Two weeks after the patients checked into a PAC facility, the researchers found that the superbugs had persisted. On top of that, even more seniors, at 34.2 percent, had evidence of at least one superbug on their hands, which suggested that the patients were being exposed to superbugs in the PAC facility. The researchers stressed the importance of educating seniors about good hand hygiene.

"We've been educating healthcare workers for decades about hand hygiene, and these numbers show it's time to include patients in their own hand hygiene performance and education," said Lona Mody, the study's lead author and an associate chief for clinical and translational research at the U-M Geriatrics Center. "Patient hand washing is not a routine practice in hospitals. We need to build on the overarching principles we've already developed with adult learning theories and bring them to patients."

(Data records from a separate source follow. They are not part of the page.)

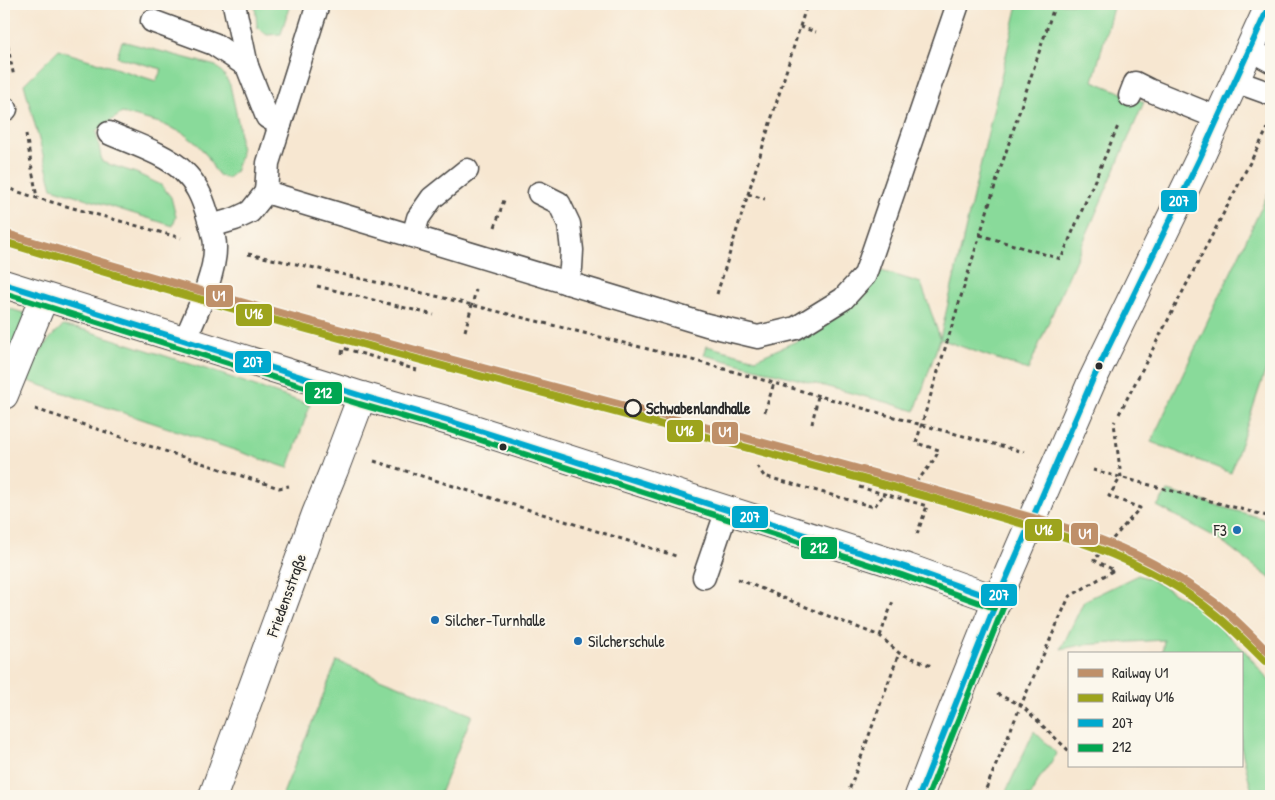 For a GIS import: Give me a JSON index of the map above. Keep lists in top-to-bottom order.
{
  "streets": {
    "street": ["Friedensstraße"]
  },
  "places": [
    "Schwabenlandhalle",
    "F3",
    "Silcher-Turnhalle",
    "Silcherschule"
  ],
  "lines": [
    "transit line 207",
    "rail line U1",
    "rail line U16",
    "transit line 212"
  ],
  "legend": [
    "Railway U1",
    "Railway U16",
    "207",
    "212"
  ]
}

One strategy that has the potential to be very effective at getting patients to practice hand hygiene involves showing them how these superbugs grow and stay on their hands via lab samples. Mody stated that patients are always surprised to see the amount of superbugs that can thrive on their hands.

The research team also created a toolkit titled TIP Study toolkit that uses a combination of educational posters, trivia and an on-site infection prevention specialists to prevent the spread of superbugs.

This study's findings were published just a few days after the Centers for Disease Control and Prevention (CDC) published a report that stressed the importance of preventing the spread of superbugs.

"New data show that far too many patients are getting infected with dangerous, drug-resistant bacteria in healthcare settings," CDC Director Tom Frieden said. "Doctors and healthcare facilities have the power to protect patients - no one should get sick while trying to get well."

The study was published in the journal JAMA Internal Medicine.